Please find every line in the entries below that contains the string "function", and copy it.

» **Data provided**:
▬▬▬

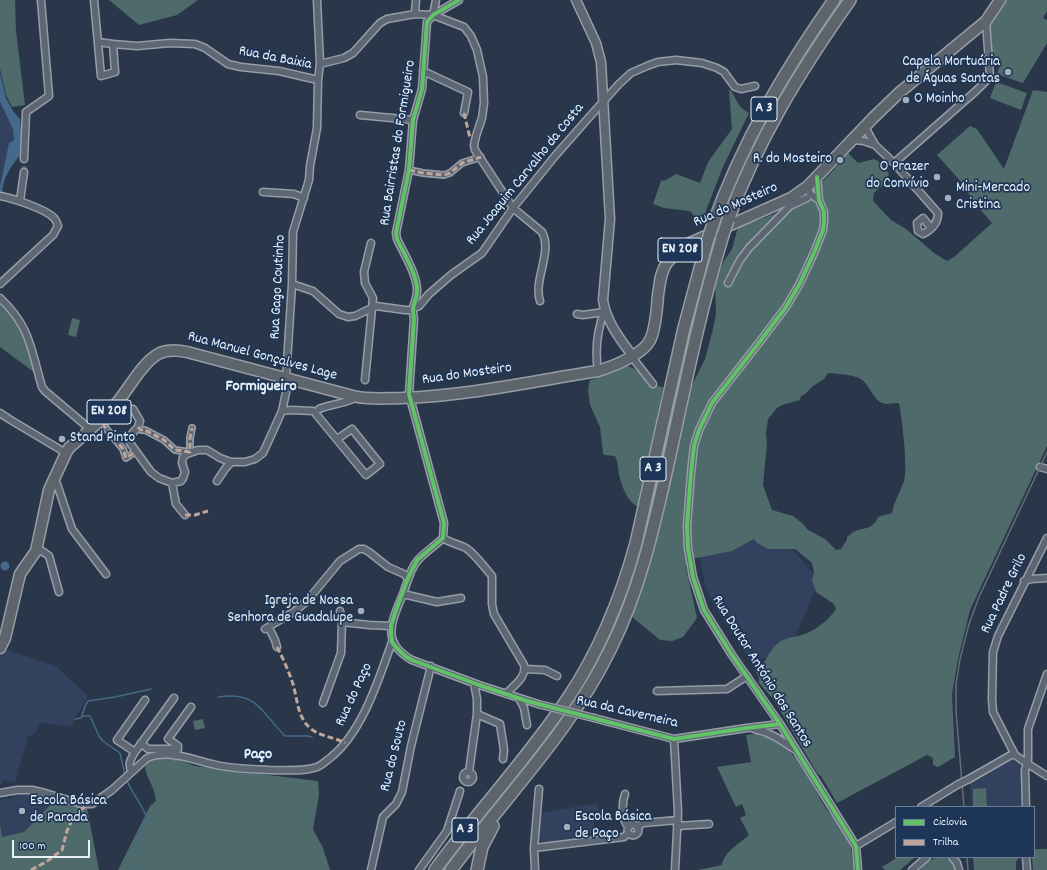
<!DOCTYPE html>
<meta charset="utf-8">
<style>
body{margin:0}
#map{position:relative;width:1047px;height:870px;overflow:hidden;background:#2a374a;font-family:Dekko,sans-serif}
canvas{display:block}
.legend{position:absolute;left:895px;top:806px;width:140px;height:52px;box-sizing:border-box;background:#1d3557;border:1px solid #6e8097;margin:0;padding:5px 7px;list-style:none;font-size:12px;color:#e8f1f8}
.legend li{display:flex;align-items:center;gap:8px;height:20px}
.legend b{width:20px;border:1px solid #6e8097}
.scale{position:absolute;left:12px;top:840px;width:78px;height:18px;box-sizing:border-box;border:2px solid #e8f1f8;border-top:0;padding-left:5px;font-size:12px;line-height:14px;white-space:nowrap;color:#e8f1f8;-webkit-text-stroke:3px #1d3557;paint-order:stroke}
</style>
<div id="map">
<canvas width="1047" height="870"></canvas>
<ul class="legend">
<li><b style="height:5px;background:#61c268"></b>Ciclovia</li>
<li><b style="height:5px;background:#c0a59a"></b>Trilha</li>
</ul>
<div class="scale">100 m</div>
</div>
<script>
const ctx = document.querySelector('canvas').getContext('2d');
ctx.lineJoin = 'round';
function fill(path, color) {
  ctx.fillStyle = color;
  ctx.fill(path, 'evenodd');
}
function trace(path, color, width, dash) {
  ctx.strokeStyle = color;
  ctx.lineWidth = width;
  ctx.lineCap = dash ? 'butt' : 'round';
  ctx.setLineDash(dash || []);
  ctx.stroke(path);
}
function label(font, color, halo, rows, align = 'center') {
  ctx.font = font + ' Dekko,sans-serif';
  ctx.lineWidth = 3.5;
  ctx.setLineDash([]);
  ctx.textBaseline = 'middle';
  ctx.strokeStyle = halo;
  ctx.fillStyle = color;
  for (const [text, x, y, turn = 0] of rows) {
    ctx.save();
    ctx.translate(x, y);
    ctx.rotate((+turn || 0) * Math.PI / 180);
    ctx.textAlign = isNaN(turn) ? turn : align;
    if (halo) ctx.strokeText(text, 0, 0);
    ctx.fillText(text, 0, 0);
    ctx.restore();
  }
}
fill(new Path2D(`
 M0,102l13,27 1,4v7l-5,3 -9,43z
 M754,504l65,76 -25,60 -41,25 -39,-59 -8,-17 -8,-38z
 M5,649l51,17 32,30 -17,30 -31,-3 -5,11 -7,2 -13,47 -12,-3 -1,4h-2v-126z
 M1009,759l6,2 5,3 2,5v38h-50l-2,-25 36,-22z
 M21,792h10l25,7 -32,33 -22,5 -2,-14v-23l12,-2 1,-5z
 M597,803l4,13 -8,1 2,20 -50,6 -5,-3 -1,-2 1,-25z`), '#32415d');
fill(new Path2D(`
 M0,0h15l1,31 9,74 -13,2 -6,-12 -6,-26z
 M109,0h89l-21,15 -38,10z
 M1005,0h42v11l-4,7 4,2v23l-24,40 -26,-9 4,-12 -10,-7v-34z
 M996,82l31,11 -6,17 -31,-12z
 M729,89c9,10 7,17 20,24l-27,56 -21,55 -11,-13 -26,-3 -11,-4 8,-23 5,-1 10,-6 24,9 8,-21 24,-33z
 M1033,90l14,2v354l-77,164 -12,49 -6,35 3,63 -17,10 -5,-2v-7l-6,-3 -90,48 -16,-27 -4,-3 -43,-73 -15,-17v-6l-3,-5c9,-6 12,-23 25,-31 7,-4 16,-4 24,-7 12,-5 24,-14 31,-25l-2,-5 -18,-12 -4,-12 2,-7 -2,-10 -17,-14h-27l-11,-6 -3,-4 -22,12 -40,8 -6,8 11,51 -14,19 -11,4 -12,-1 -29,-24 16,-42 12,-43 29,-138 17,-34 7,-26 4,-18 -1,-33 9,-21 8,-12 6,-22 26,-9 36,-15 31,-30 17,-20 10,10 16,-4 9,5 6,10 -4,9 -11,10 -1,8 18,19 15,9 28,24 13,8 7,-4 38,-34 -20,-23 -9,-16 -26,-29 33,-29 7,3 27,40zM828,373c10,1 22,1 31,5 12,6 14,25 27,26 4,0 8,-1 13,-1 3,16 9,64 5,78 -4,11 -10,21 -12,32l-14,4c-6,15 -16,9 -26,16 -2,1 -3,3 -5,4v3l-6,9 -5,1 -11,-11 -17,-9 -5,-6 -10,-8 -21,-6 -9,-25 4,-42 -1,-9 2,-15 9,-11 5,-3 18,-5 1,-4 4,-2 8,-8 11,-7z
 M0,300l23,31 11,34v7l-34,-25z
 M72,318l8,2 -4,17 -8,-2z
 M625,365l8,3 25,18 5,1 -13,70 -12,50c-11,-6 -16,-20 -19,-32 -1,-7 -1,-13 -4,-19l-11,-1 -1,-2 -3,-26 -10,-22 -2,-16 2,-9 5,-1z
 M203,719l2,9 -10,2 -2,-9z
 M756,734c5,2 10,3 15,4 27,11 41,49 56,72 8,10 19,20 23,33 2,8 2,18 4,27h-156l24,-5c1,-12 18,-22 27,-30l-9,-17 6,-3 -4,-11 -6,3 -19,-40 34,-5 -5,-27z
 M172,757l23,9 123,15 1,14 -6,34 10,19 7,22h-212l32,-64 6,-5c-2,-27 -31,-40 16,-44z
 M986,788l1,19h-14v-18z
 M56,799l13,5 18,4 12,62h-99v-47l2,14 22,-5z
 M1034,849h13v21h-14l-1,-13h2z
 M898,857h17l-15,13h-15l-3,-3z
 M939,857c9,0 14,5 16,13h-35c5,-7 11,-11 19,-13z
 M973,857h46l-3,5v8h-42z`), '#4f6a6a');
fill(new Path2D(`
 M0,73l6,25 7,13 7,8 2,22v13c-9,7 -22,29 -19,41l-3,-1v-8l9,-43 5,-3 -1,-11 -13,-27z
 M0.5 566a4.5 4.5 0 1 1 9 0a4.5 4.5 0 1 1-9 0Z`), '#45698a');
trace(new Path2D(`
 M218,697c40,-6 43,15 67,39h23l4,1
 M82,716h8l9,20 4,5 17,12 5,22
 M75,719l6,-1 5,-14 2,-3 27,-4 36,-8
 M126,778c5,15 17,26 21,41 -8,7 -5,14 -9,23 -1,4 -6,8 -6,12 -2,4 1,12 2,16`), '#45698a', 1.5);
trace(new Path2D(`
 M24,172v-13`), '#465364', 6, [6, 3]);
const pedestrian = new Path2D(`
 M409,170l14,3 21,2 6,-2 12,-10 19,-6
 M104,423v3l19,23 3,9 9,-6
 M138,427l3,3h4l19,10 11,10 15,2v-14l2,-10`);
const minor = new Path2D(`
 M94,0l7,76 14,-4 -2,-28 -15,-2
 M459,0l-26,15 -6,7 -5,67 -9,31 -4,50 -13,63 1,6c7,15 21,37 20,53 -1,12 -6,12 -3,27l-5,75 35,129 -1,15c-8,8 -18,14 -25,22 -8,9 -11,23 -15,34 -11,27 -23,48 9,66l67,25 59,19
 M415,14l1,-14
 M433,15l3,-15
 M113,44l24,2 33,-3 25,1 10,4 23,16 13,3 38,4 39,9
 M320,64l24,-6 9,-5 27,-30 7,-4 28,-5 18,1 31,12 7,9 6,14 6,27 1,26 -2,15 -6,18 -2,9 1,5 38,58 29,24c11,20 -9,48 -2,69
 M423,71l45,21 -4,21
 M360,115l53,5
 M853,140l11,1 11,4 -10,-18
 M875,145l19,18 44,50c0,10 -7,17 -15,21l-5,-3 -1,-8 6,-5 8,10
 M24,159l2,-47 23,-16 -8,-96
 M894,163l83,-73 13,-13 -4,-56
 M817,177l2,23 5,12v9l-1,9 -9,23 -15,32 -13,22 -28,37 -46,59 -13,27 -5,16 -3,27 -4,53 1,22 5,29 11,33 28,45 48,69 76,122 2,24
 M808,186l2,8 9,6
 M263,192l31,2 10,4
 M0,196c12,2 46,13 54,22 2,2 3,5 4,8l-5,9 -53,49
 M20,201l4,-29
 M728,283l12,-23 9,-12 41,-42 17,-8
 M292,284l21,7 26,23 9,3 7,-1 21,-10 29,4h4l10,-4 10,-12 22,-19 31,-22 31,-45 42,-52 37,-42 27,-30 12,-11 16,-7 11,-4 18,-2 26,3 15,5 7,4 11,15 6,2 14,-3
 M0,298c30,28 31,51 42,89l3,4 45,38
 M577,314l6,1 21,-3c-7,19 -9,39 -6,59
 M632,355l3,6 18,23
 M286,378l6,-94 1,-52 16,-52 1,-14 7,-38 1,-48 2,-16 -3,-64
 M365,380l8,-82 -8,-15 -1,-11 7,-29
 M319,409c12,-5 23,-5 34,-10v-3
 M282,411l9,-1 22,1
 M0,413l9,6 57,34
 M316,414l50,61 14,-11 -28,-35 -15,10
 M101,423h3c10,-9 15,-14 29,-14l7,12 -2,6 -8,9v7l21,29 8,6 13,5 9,-2 2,-3 2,-6 -3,-9 1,-6 4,-3 11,-4h9l13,8 11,4h14l10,-3 8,-6 19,-42 7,-32
 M1040,467l7,2
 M53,480l4,4 15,45 34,45
 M217,481l8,-12 6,-7
 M172,483l4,21 9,11
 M443,538c7,5 15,6 23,10 10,7 18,19 26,28v28l2,10 30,51c3,12 -10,20 -18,29
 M36,551h6l7,5 10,36
 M1024,581l7,-2 16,-1
 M403,594l34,8 24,-4
 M340,611l2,11
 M269,628l6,12 2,7
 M265,629l30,-18 12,-10 33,-40 19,-12h5l5,3 19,15 16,7 4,4
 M525,669l20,1 12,6
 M657,691l70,-2 20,-13
 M519,698l5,10 3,17
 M323,703l18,-50 1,-31 27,3 22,1
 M477,714l23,10 4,26 -1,9
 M594,718l80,21 73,-11 33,-4
 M754,729c16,3 27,11 40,20
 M674,739l4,73 -3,58
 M141,743l7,6h30
 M135,752l-18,-12 28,-40
 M1015,755l-22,-43 -1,-13 1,-47 5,-16 49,-98
 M176,756l2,-10 -10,-7 23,-32
 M463 777a5 5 0 1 1 10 0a5 5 0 1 1-10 0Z
 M132,772c-5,-8 -1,-13 3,-20l39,-54
 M469,772l8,-58v-15l-3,-16
 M969,779l42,-24h4l13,9 19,12
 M0,793l17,-3h15l13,3 36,11h11l20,-14 35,-32c20,-9 44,1 65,6 19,5 37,5 57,6 15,0 34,2 48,-3 5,-2 9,-6 13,-9 32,-25 49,-79 62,-116
 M625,794c-3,8 -4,27 4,33
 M921,807l36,-22
 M1026,807l-1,-37 3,-10v-31l19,-55
 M627.5 830a5.5 5.5 0 1 1 11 0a5.5 5.5 0 1 1-11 0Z
 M677,826l32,-2
 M637,827l6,-4 35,-3
 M856,846l40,-24
 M534,848l90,-11 4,-4
 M952,857l5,6 2,7
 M1026,857l1,13
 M371,870l12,-53 13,-13 6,-12 9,-46 20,-80
 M419,870l28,-39 13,-40
 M535,870l-1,-22 5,-59
 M912,870l15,-13`);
const tertiary = new Path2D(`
 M576,0l20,43 5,19 9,157 -7,81c3,21 17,39 29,55`);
const primary = new Path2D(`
 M0,648l5,-10 15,-64 16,-23 13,-61 17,-37 3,-5c16,-14 33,-28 47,-44 13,-15 26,-42 44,-51 9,-4 18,-3 27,-1l166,44c16,4 33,2 49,2 66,-2 131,-17 196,-27 16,-5 47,-17 53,-33 5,-13 6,-29 7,-43 2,-11 2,-23 9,-32 6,-8 14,-14 23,-20l101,-45 17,-12 66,-69 26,-25 86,-71 14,-21`);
const motorway = new Path2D(`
 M728,220c30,-81 72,-149 122,-220
 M712,227c30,-84 71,-154 122,-227
 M435,870c43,-59 93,-112 133,-172 32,-48 53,-100 68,-155l48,-215 23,-86
 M451,870c54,-73 119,-138 159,-220 31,-62 45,-128 60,-195 16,-74 31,-148 53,-220
 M477,870l5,-23 11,-21`);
trace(pedestrian, '#959da7', 8);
trace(minor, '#959da7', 9);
trace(tertiary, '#959da7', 11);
trace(primary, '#959da7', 13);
trace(motorway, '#959da7', 14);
trace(pedestrian, '#5d6672', 4.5);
trace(minor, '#5d6672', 6);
trace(tertiary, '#5d6672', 8);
trace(primary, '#5d646b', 10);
trace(motorway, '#5d646b', 11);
trace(new Path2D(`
 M964,807l-8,-96v-27l4,-25 9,-35 10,-27 68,-145
 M967,857l1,13`), '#656d78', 1.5);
const minorBridge = new Path2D(`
 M538,704l56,14
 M957,785l12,-6`);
const motorwayBridge = new Path2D(`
 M723,235l5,-15
 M707,242l5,-15`);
trace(minorBridge, '#959da7', 9, []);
trace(motorwayBridge, '#959da7', 14, []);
trace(minorBridge, '#5d6672', 6);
trace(motorwayBridge, '#5d646b', 11);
trace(new Path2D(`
 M464,113l6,25
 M409,170l14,3 21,2 6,-2 12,-10 19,-6
 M104,423v3l19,23 3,9 9,-6
 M138,427l3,3h4l19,10 11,10 15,2v-14l2,-10
 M185,515h10l13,-4
 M277,647c6,11 11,23 15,34 6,17 4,35 19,48 11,8 23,8 34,14
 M31,870l15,-8 16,-12 5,-19 4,-9 5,-8 11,-9`), '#c0a59a', 3, [6, 3]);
trace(new Path2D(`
 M459,0l-26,15 -6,7 -5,67 -9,31 -4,50 -13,63 1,6c7,15 21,37 20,53 -1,12 -6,12 -3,27l-5,75 35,129 -1,15 -26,22 -9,18 -12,32 -5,16v8l1,8 3,4 10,10 7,4 67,25 48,16 147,38 73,-11 33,-4
 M817,177l2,23 5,12v9l-1,9 -9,23 -15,32 -13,22 -28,37 -46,59 -13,27 -5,16 -3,27 -4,53 1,22 5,29 11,33 28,45 48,69 76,122 2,24`), '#61c268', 4);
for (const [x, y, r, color] of [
 [1008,72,4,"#a6b0bb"],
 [906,100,4,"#a6b0bb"],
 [840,160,4,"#a6b0bb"],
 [937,177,4,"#a6b0bb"],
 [948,198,4,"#a6b0bb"],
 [62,439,4,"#a6b0bb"],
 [361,611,4,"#a6b0bb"],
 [22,811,4,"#a6b0bb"],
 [567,827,4,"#a6b0bb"]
]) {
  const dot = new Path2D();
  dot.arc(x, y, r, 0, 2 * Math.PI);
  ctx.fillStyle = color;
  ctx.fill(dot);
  trace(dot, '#1d3557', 1.5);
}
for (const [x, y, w] of [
 [764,109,26],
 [680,250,44],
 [109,412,44],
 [653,469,26],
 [465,830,26]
]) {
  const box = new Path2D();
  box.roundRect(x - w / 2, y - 12, w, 24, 3);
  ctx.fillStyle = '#1d3557';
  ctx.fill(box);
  trace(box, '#e8f1f8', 1);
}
label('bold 14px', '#e8f1f8', null, [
 ["A 3",764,109],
 ["EN 208",680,250],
 ["EN 208",109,412],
 ["A 3",653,469],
 ["A 3",465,830]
]);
label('15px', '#e8f1f8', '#1d3557', [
 ["Rua da Baixia",275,59,11],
 ["Rua Bairristas do Formigueiro",399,143,-81],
 ["Rua Joaquim Carvalho da Costa",526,175,-51],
 ["Rua do Mosteiro",736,206,-24],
 ["Rua Gago Coutinho",279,287,-87],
 ["Rua Manuel Gonçalves Lage",262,357,15],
 ["Rua do Mosteiro",467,375,-8],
 ["Rua Padre Grilo",1005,594,-64],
 ["Rua Doutor António dos Santos",761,672,58],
 ["Rua do Paço",355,695,-65],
 ["Rua da Caverneira",627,713,13],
 ["Rua do Souto",395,756,-76]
]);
label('15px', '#e8f1f8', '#1d3557', [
 ["Capela Mortuária",1000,63,"right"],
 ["de Águas Santas",1000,80,"right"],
 ["O Moinho",914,100],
 ["R. do Mosteiro",832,160,"right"],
 ["O Prazer",929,168,"right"],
 ["do Convívio",929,185,"right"],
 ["Mini-Mercado",956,189],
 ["Cristina",956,206],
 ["Stand Pinto",70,439],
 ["Igreja de Nossa",353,602,"right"],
 ["Senhora de Guadalupe",353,619,"right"],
 ["Escola Básica",30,802],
 ["de Parada",30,819],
 ["Escola Básica",575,818],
 ["de Paço",575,835]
], 'left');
label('bold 16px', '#e8f1f8', '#1d3557', [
 ["Formigueiro",261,388],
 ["Paço",258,756]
]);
</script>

▬▬▬

» **Answer to the problem**:
function fill(path, color) {
function trace(path, color, width, dash) {
function label(font, color, halo, rows, align = 'center') {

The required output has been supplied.